[Collected data]

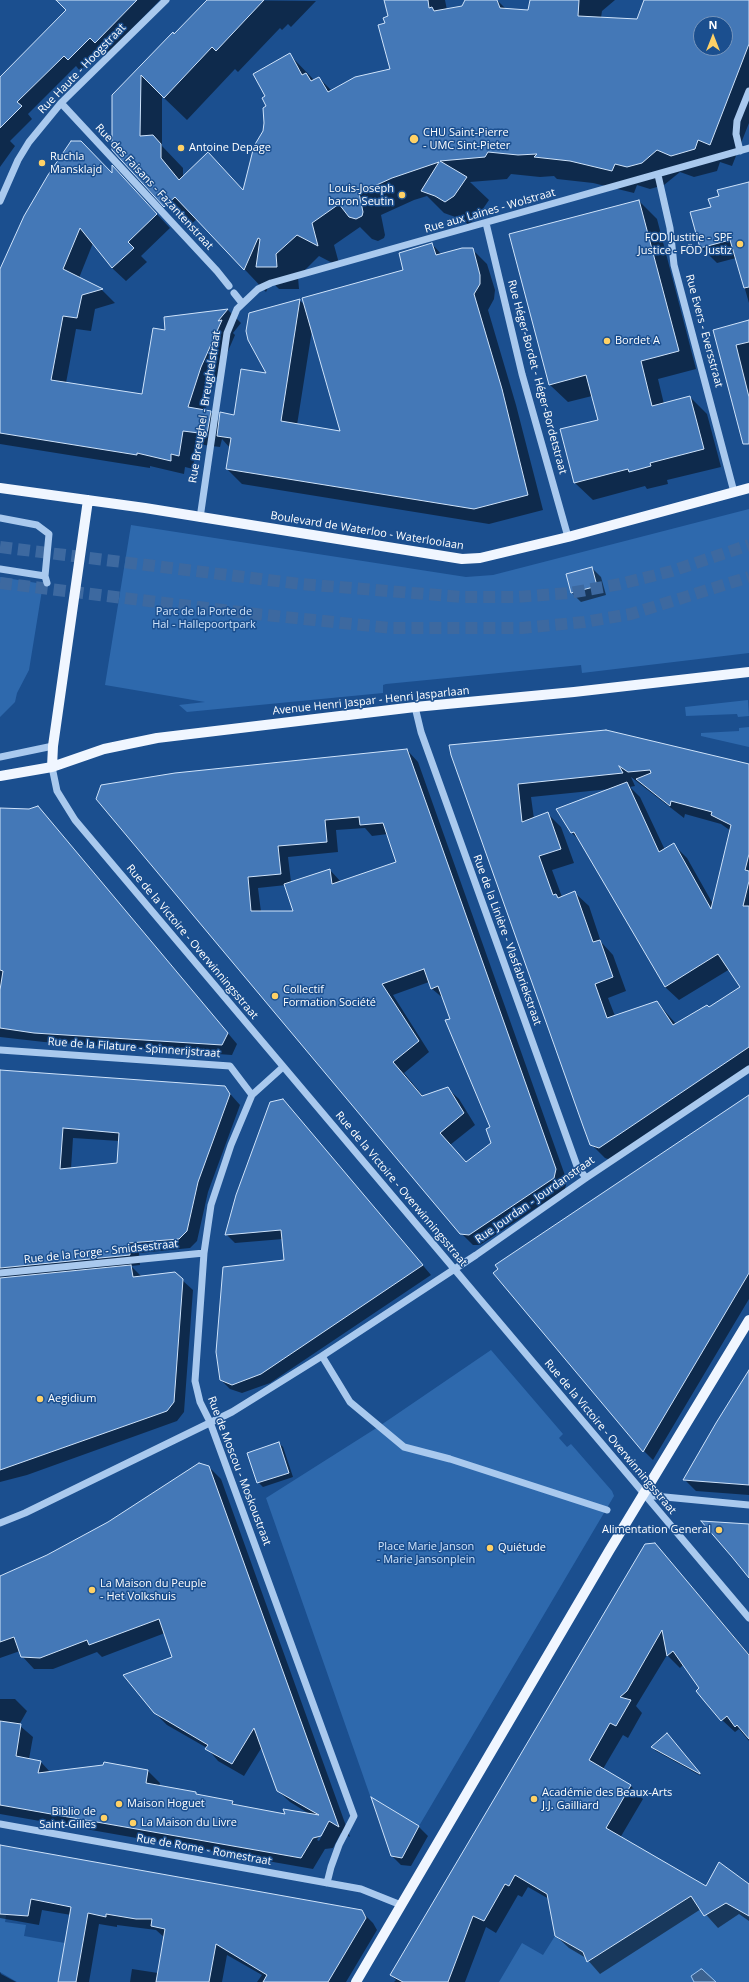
<!DOCTYPE html>
<html>
<head>
<meta charset="utf-8">
<style>
  body { margin:0 }
  #map { position:relative; width:749px; height:1982px; overflow:hidden; background:#1b4f8f; font-family:"Open Sans",sans-serif }
  canvas { display:block }
  .north { position:absolute; left:693px; top:16px; width:40px; height:40px; box-sizing:border-box; background:#1b4f8f; border:1px solid #7695bc; border-radius:50%; rotate:0deg; font-size:11px; font-weight:700; line-height:16px; text-align:center; color:#fff }
  .north::after { content:''; display:block; margin:auto; width:14px; height:18px; background:#ffd166; clip-path:polygon(50% 0,100% 100%,50% 72%,0 100%) }
</style>
</head>
<body>
<div id="map">
<canvas width="749" height="1982"></canvas>
<div class="north">N</div>
</div>
<script>
const ctx = document.querySelector('canvas').getContext('2d');
ctx.lineJoin = 'round';
function fill(path, color) {
  ctx.fillStyle = color;
  ctx.fill(path, 'evenodd');
}
function toPath(rows) {
  const path = new Path2D();
  for (const r of rows) {
    path.moveTo(r[0], r[1]);
    for (let i = 2; i < r.length; i += 2) path.lineTo(r[i], r[i + 1]);
  }
  return path;
}
function strokePath(path, color, width, dash) {
  ctx.strokeStyle = color;
  ctx.lineWidth = width;
  ctx.lineCap = dash ? 'butt' : 'round';
  ctx.setLineDash(dash || []);
  ctx.stroke(path);
}
function label(font, color, halo, rows, align = 'center') {
  ctx.font = font + ' "Open Sans",sans-serif';
  ctx.lineWidth = 3;
  ctx.setLineDash([]);
  ctx.textBaseline = 'middle';
  ctx.strokeStyle = halo;
  ctx.fillStyle = color;
  for (const [text, x, y, turn = 0] of rows) {
    ctx.save();
    ctx.translate(x, y);
    ctx.rotate((+turn || 0) * Math.PI / 180);
    ctx.textAlign = isNaN(turn) ? turn : align;
    if (halo) ctx.strokeText(text, 0, 0);
    ctx.fillText(text, 0, 0);
    ctx.restore();
  }
}
fill(toPath([
  [749,509,749,653,582,673,581,665,386,684,383,685,383,693,187,712,179,705,205,702,105,685,131,525,466,577,493,575],
  [0,577,43,584,29,670,17,693,15,702,0,717],
  [748,700,749,716,738,717,737,714,686,716,685,707],
  [749,727,749,747,701,736,701,733,739,731,739,728],
  [491,1350,563,1434,559,1438,567,1447,571,1444,612,1491,614,1496,419,1826,383,1804,374,1807,266,1498,378,1427],
  [730,1870,749,1884,749,1982,499,1982,522,1943,543,1955,555,1936,583,1952,587,1962],
  [0,1886,11,1887,5,1922,26,1925,24,1936,65,1943,58,1982,17,1982,0,1972]
]), '#2e69ad');
const water = toPath([
  [701,1969,702,1969,716,1982,694,1982,691,1976,701,1969]
]);
fill(water, '#3c6290');
strokePath(water, '#9cc4f0', 1);
fill(toPath([
  [57,0,160,0,107,54,102,49,80,71,76,66,28,114,32,119,10,141,15,146,0,167,0,78,67,10],
  [209,0,316,1,291,27,288,24,282,30,280,28,238,72,235,69,187,120,162,96,162,146,183,168,183,177,208,153,244,191,264,132,268,106,266,96,290,55,314,80,319,78,332,91,392,70,386,23,389,17,385,0,445,0,447,10,462,6,467,0,497,0,507,10,529,11,531,0,615,0,602,11,601,18,637,20,645,0,749,0,749,123,732,166,720,162,717,171,694,177,680,172,664,185,650,189,637,185,634,193,593,183,557,179,554,176,540,177,511,174,507,179,470,182,489,200,476,219,468,224,458,218,444,213,427,196,414,200,381,215,385,235,384,238,378,241,372,239,360,227,334,245,340,267,319,256,298,277,299,289,279,289,271,281,266,292,197,219,187,228,113,150,113,95],
  [701,24,725,24,725,48,701,48],
  [113,175,125,180,170,228,141,256,147,262,126,281,112,268,93,243,79,278,102,290,115,303,95,309,91,331,76,329,66,383,143,395,166,331,165,318,228,310,241,323,233,333,235,335,215,381,205,411,210,412,220,422,235,416,268,374,299,300,305,305,404,271,432,244,442,255,472,249,487,264,495,290,494,299,488,310,516,405,543,510,489,524,242,484,227,469,230,448,222,439,220,447,196,444,193,469,185,467,184,474,150,466,150,468,0,444,0,272],
  [312,330,341,432,297,425],
  [749,183,749,303,736,258,717,263,701,247,712,208,720,197],
  [639,201,657,219,696,369,658,379,664,404,690,397,707,414,721,467,667,480,668,484,647,489,645,486,593,500,575,483,599,420,592,396,568,402,550,385,511,235],
  [749,321,749,445,742,438,714,330],
  [592,568,601,577,606,595,581,602,572,593,567,574],
  [407,750,418,762,567,1181,565,1189,480,1245,473,1245,461,1233,97,799],
  [365,828,372,836,388,834,397,863,341,882,330,870,291,882,288,857,338,852,336,830],
  [286,885,294,912,261,912,258,888],
  [429,982,431,988,444,999,491,1128,492,1143,467,1163,450,1145,475,1125,459,1099,447,1088,423,1096,404,1073,429,1052,393,995],
  [452,755,749,765,749,1070,613,1161,605,1158,591,1144],
  [631,777,684,818,685,814,721,824,731,831,713,904,687,858,674,845,665,850,640,797,630,787,635,786],
  [610,789,557,810,572,833,582,843,665,987,679,1000,730,969,741,987,709,1008,676,1024,657,1002,615,1016,608,998,626,991,613,955,601,942,589,906,575,893,562,897,552,870,574,863,561,827,547,813,534,819,531,797],
  [0,809,47,818,237,1044,232,1055,44,1042,0,1037],
  [0,1071,224,1087,240,1105,208,1192,197,1241,190,1248,139,1253,140,1265,131,1266,142,1277,182,1280,193,1290,184,1412,177,1421,27,1475,0,1482],
  [73,1138,119,1141,118,1164,71,1169],
  [749,1096,749,1299,653,1460,644,1451],
  [283,1100,431,1275,270,1383,242,1393,230,1389,221,1380,285,1261,283,1239,235,1243,226,1234],
  [749,1371,749,1495,696,1491,684,1479],
  [279,1443,283,1447,293,1477,263,1487,258,1482],
  [208,1466,221,1479,350,1837,341,1833,333,1848,325,1849,313,1869,0,1814,0,1699,15,1699,27,1711,19,1725,33,1737,29,1759,40,1761,51,1773,148,1771,160,1783,159,1786,232,1802,236,1805,286,1815,311,1815,290,1802,277,1790,262,1747,244,1776,218,1761,207,1748,167,1725,155,1713,174,1658,165,1633,102,1657,97,1652,53,1669,34,1669,22,1656,20,1651,0,1658,0,1576,28,1565,108,1523],
  [325,1826,327,1826,319,1841,317,1840],
  [655,1544,749,1654,749,1741,739,1729,735,1732,722,1720,684,1664,680,1668,667,1655,636,1706,642,1713,628,1738,623,1735,603,1769,631,1786,643,1799,620,1838,706,1887,749,1886,749,1921,739,1914,718,1928,701,1909,600,1974,586,1958,569,1948,556,1936,549,1899,528,1887,522,1897,518,1895,496,1933,486,1927,465,1982,394,1982,396,1980,391,1975],
  [672,1739,701,1776,656,1751,652,1747],
  [373,1799,419,1827,428,1836,411,1866,401,1865,392,1856],
  [0,1846,361,1911,373,1923,377,1930,346,1982,257,1982,262,1975,227,1955,222,1982,130,1982,132,1969,158,1973,165,1938,156,1930,117,1925,117,1927,99,1924,89,1982,59,1982,71,1915,42,1910,39,1925,0,1918],
  [0,1972,1,1974,16,1982,0,1982]
]), '#0007');
const building = toPath([
  [56,0,137,0,95,43,90,38,68,60,64,56,17,102,22,106,0,128,0,77,66,10,56,0],
  [207,0,264,0,216,51,212,47,164,98,141,75,140,136,153,135,161,144,161,158,179,180,208,152,243,190,254,146,263,131,264,123,263,108,266,106,262,98,265,96,253,74,290,53,302,75,306,73,311,81,319,77,328,92,355,77,390,69,378,25,385,23,383,18,388,16,384,0,428,0,429,8,432,7,434,11,462,6,465,0,497,0,500,8,528,10,530,0,579,0,578,16,637,19,644,0,749,0,749,44,710,145,698,140,695,149,671,156,657,150,642,163,627,167,615,164,612,171,570,161,534,157,537,154,518,155,488,152,485,157,440,161,467,177,454,196,445,202,435,196,421,191,439,162,392,178,359,193,363,212,362,216,356,219,349,217,339,204,312,223,318,246,297,235,276,254,277,267,256,267,260,239,258,238,244,270,175,197,164,207,112,150,112,95,173,32,174,34,207,0],
  [701,24,725,24,725,48,701,48,701,24],
  [71,141,81,141,112,173,112,165,157,214,128,242,134,248,112,268,80,228,63,269,103,289,82,295,77,318,63,316,51,380,142,394,153,328,165,330,164,317,228,309,218,321,222,320,201,367,188,407,211,411,207,434,183,431,179,456,171,454,171,461,137,453,137,455,0,433,0,269,24,216,48,175,71,141],
  [749,182,749,287,744,288,730,240,700,248,690,212,711,207,708,199,719,196,717,190,749,182],
  [639,200,679,351,641,361,652,406,690,396,704,449,650,463,651,466,629,472,628,469,574,483,560,429,598,420,586,375,549,385,509,234,639,200],
  [432,243,436,255,462,248,473,248,480,275,480,284,474,294,502,389,528,495,474,509,226,469,231,438,217,436,220,412,234,415,241,369,266,373,248,340,246,331,249,313,300,299,281,421,340,431,302,298,403,270,399,253,432,243],
  [749,320,749,342,736,345,749,397,749,444,743,444,713,330,749,320],
  [592,567,597,586,571,593,566,574,592,567],
  [606,730,749,764,749,854,745,870,749,871,749,881,743,906,749,906,749,1047,599,1148,590,1145,583,1126,451,755,449,745,606,730],
  [619,766,628,772,650,770,651,773,636,779,670,806,671,801,712,812,711,815,731,825,711,909,674,843,659,852,627,782,556,809,571,833,574,832,665,987,718,954,740,987,709,1007,707,1005,673,1025,657,1001,607,1018,595,984,613,977,600,940,593,942,575,891,558,898,556,894,553,895,539,856,561,849,548,812,522,822,518,784,623,773,619,766],
  [407,749,556,1169,554,1178,469,1235,460,1234,423,1190,96,799,101,785,175,773,407,749],
  [359,817,360,825,383,823,396,862,332,884,330,869,284,884,293,911,251,911,248,877,281,874,278,846,327,842,325,820,359,817],
  [424,969,431,989,438,986,450,1019,445,1020,490,1127,486,1129,491,1143,466,1162,440,1133,464,1113,448,1087,422,1096,393,1062,419,1041,382,984,424,969],
  [38,806,228,1033,222,1045,34,1033,0,1028,0,990,3,971,0,970,0,808,29,809,38,806],
  [0,1070,225,1086,230,1094,198,1182,187,1231,179,1239,129,1243,130,1255,0,1268,0,1070],
  [63,1128,119,1133,117,1163,60,1169,63,1128],
  [749,1095,749,1273,643,1452,493,1273,498,1269,495,1265,749,1095],
  [283,1099,423,1265,261,1374,232,1385,220,1380,216,1352,223,1267,284,1260,281,1230,225,1235,236,1195,270,1102,283,1099],
  [131,1265,133,1277,175,1272,183,1279,174,1402,167,1411,0,1470,0,1278,131,1265],
  [749,1370,749,1485,683,1480,716,1423,749,1370],
  [279,1442,289,1473,257,1483,247,1453,279,1442],
  [199,1463,209,1466,339,1827,329,1821,321,1836,313,1838,301,1858,0,1805,0,1721,21,1724,16,1756,41,1761,38,1773,103,1765,104,1762,148,1770,146,1783,196,1792,196,1794,233,1801,232,1804,285,1814,283,1809,319,1815,277,1791,254,1728,232,1764,205,1749,208,1745,154,1713,123,1675,172,1657,159,1619,89,1645,87,1640,40,1658,21,1657,14,1637,0,1642,0,1576,47,1555,108,1522,199,1463],
  [701,1521,749,1524,749,1578,732,1557,701,1521],
  [655,1543,749,1655,749,1739,737,1725,735,1727,727,1716,721,1721,705,1702,696,1691,699,1688,673,1651,667,1656,662,1630,627,1691,620,1697,631,1700,616,1726,610,1723,589,1760,631,1785,606,1828,706,1886,719,1862,749,1884,749,1916,726,1903,704,1916,691,1896,587,1962,583,1952,555,1936,547,1894,515,1875,509,1886,505,1884,484,1921,473,1916,448,1982,403,1982,390,1975,645,1544,655,1543],
  [667,1733,700,1773,700,1774,651,1747,667,1733],
  [371,1797,419,1826,402,1858,391,1856,371,1797],
  [0,1845,362,1910,366,1918,328,1982,263,1982,267,1975,216,1944,209,1982,156,1982,165,1929,151,1926,152,1919,136,1919,106,1914,106,1917,88,1913,76,1982,58,1982,71,1907,31,1899,28,1916,0,1914,0,1845]
]);
fill(building, '#4478b7');
strokePath(building, '#cfe3fa', 1);
strokePath(toPath([
  [0,547,301,584,463,597,516,597,570,593,620,584,672,571,749,545],
  [0,583,256,614,391,628,522,628,584,622,631,614,749,577]
]), '#3d69a0', 12, [12, 6]);
strokePath(toPath([
  [61,103,217,271,229,286],
  [740,151,736,134,737,121,749,91],
  [658,175,670,228,674,265,734,492],
  [0,201,18,160,29,142,61,103,166,0],
  [486,223,522,374,568,537],
  [234,293,242,303],
  [0,518,37,525,49,534,45,576],
  [200,518,227,333,237,309,258,289,271,283,749,148],
  [0,569,45,576,47,583],
  [415,707,421,732,577,1166,586,1178],
  [0,757,53,746],
  [52,767,57,791,75,820,749,1618],
  [0,1050,230,1066,252,1095],
  [283,1067,252,1095,231,1145,211,1205,204,1253,195,1381,200,1402,210,1422,354,1816,339,1845,331,1867,327,1883],
  [0,1273,204,1253],
  [322,1356,350,1402,404,1447,450,1459,607,1510],
  [644,1495,749,1505],
  [0,1523,25,1513,232,1412,322,1356,476,1255,586,1178,749,1069],
  [0,1824,361,1889,401,1905]
]), '#a9c9ee', 7);
strokePath(toPath([
  [0,488,145,508,462,559,480,558,568,537,749,488],
  [52,767,53,746,88,500],
  [0,776,52,767,104,749,157,738,415,707,574,692,749,672],
  [356,1982,609,1551,749,1320]
]), '#f0f6ff', 10);
for (const [x, y, r, color] of [
  [414,139,5,"#ffd166"],
  [181,148,4,"#ffd166"],
  [42,163,4,"#ffd166"],
  [402,195,4,"#ffd166"],
  [740,244,4,"#ffd166"],
  [607,341,4,"#ffd166"],
  [275,996,4,"#ffd166"],
  [40,1399,4,"#ffd166"],
  [719,1530,4,"#ffd166"],
  [490,1548,4,"#ffd166"],
  [92,1590,4,"#ffd166"],
  [534,1799,4,"#ffd166"],
  [119,1804,4,"#ffd166"],
  [104,1818,4,"#ffd166"],
  [133,1823,4,"#ffd166"]
]) {
  const dot = new Path2D();
  dot.arc(x, y, r, 0, 2 * Math.PI);
  ctx.fillStyle = color;
  ctx.fill(dot);
  strokePath(dot, '#1b4f8f', 1.5);
}
label('11px', '#fff', '#1b4f8f', [
  ["Rue Haute - Hoogstraat",82,69,-46],
  ["Rue des Faisans - Fazantenstraat",154,187,47],
  ["Rue aux Laines - Wolstraat",490,211,-16],
  ["Rue Evers - Eversstraat",704,331,75],
  ["Rue Héger-Bordet - Héger-Bordetstraat",537,377,75],
  ["Rue Breughel - Breughelstraat",205,407,-81],
  ["Boulevard de Waterloo - Waterloolaan",367,531,9],
  ["Avenue Henri Jaspar - Henri Jasparlaan",371,701,-6],
  ["Rue de la Linière - Vlasfabriekstraat",507,940,70],
  ["Rue de la Victoire - Overwinningsstraat",192,942,50],
  ["Rue de la Filature - Spinnerijstraat",134,1048,4],
  ["Rue de la Victoire - Overwinningsstraat",401,1189,50],
  ["Rue Jourdan - Jourdanstraat",535,1200,-35],
  ["Rue de la Forge - Smidsestraat",101,1252,-6],
  ["Rue de la Victoire - Overwinningsstraat",610,1437,50],
  ["Rue de Moscou - Moskoustraat",239,1471,69],
  ["Rue de Rome - Romestraat",204,1850,10]
]);
label('11px', '#fff', '#1b4f8f', [
  ["CHU Saint-Pierre",423,133],
  ["- UMC Sint-Pieter",423,146],
  ["Antoine Depage",189,148],
  ["Ruchla",50,157],
  ["Mansklajd",50,170],
  ["Louis-Joseph",394,189,"right"],
  ["baron Seutin",394,202,"right"],
  ["FOD Justitie - SPF",732,238,"right"],
  ["Justice - FÖD Justiz",732,251,"right"],
  ["Bordet A",615,341],
  ["Collectif",283,990],
  ["Formation Société",283,1003],
  ["Aegidium",48,1399],
  ["Alimentation General",711,1530,"right"],
  ["Quiétude",498,1548],
  ["La Maison du Peuple",100,1584],
  ["- Het Volkshuis",100,1597],
  ["Académie des Beaux-Arts",542,1793],
  ["J.J. Gailliard",542,1806],
  ["Maison Hoguet",127,1804],
  ["Biblio de",96,1812,"right"],
  ["Saint-Gilles",96,1825,"right"],
  ["La Maison du Livre",141,1823]
], 'left');
label('11px', '#cfe3fa', '#1b4f8f', [
  ["Parc de la Porte de",204,612],
  ["Hal - Hallepoortpark",204,625],
  ["Place Marie Janson",426,1547],
  ["- Marie Jansonplein",426,1560]
]);
</script>
</body>
</html>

_Directions_.
Give again, word for word, every line from the top of the data through the line with "position:absolute; left:693px; top:16px;", both ends included, and exclude the pictures.

_Solution for this exercise_.
<!DOCTYPE html>
<html>
<head>
<meta charset="utf-8">
<style>
  body { margin:0 }
  #map { position:relative; width:749px; height:1982px; overflow:hidden; background:#1b4f8f; font-family:"Open Sans",sans-serif }
  canvas { display:block }
  .north { position:absolute; left:693px; top:16px; width:40px; height:40px; box-sizing:border-box; background:#1b4f8f; border:1px solid #7695bc; border-radius:50%; rotate:0deg; font-size:11px; font-weight:700; line-height:16px; text-align:center; color:#fff }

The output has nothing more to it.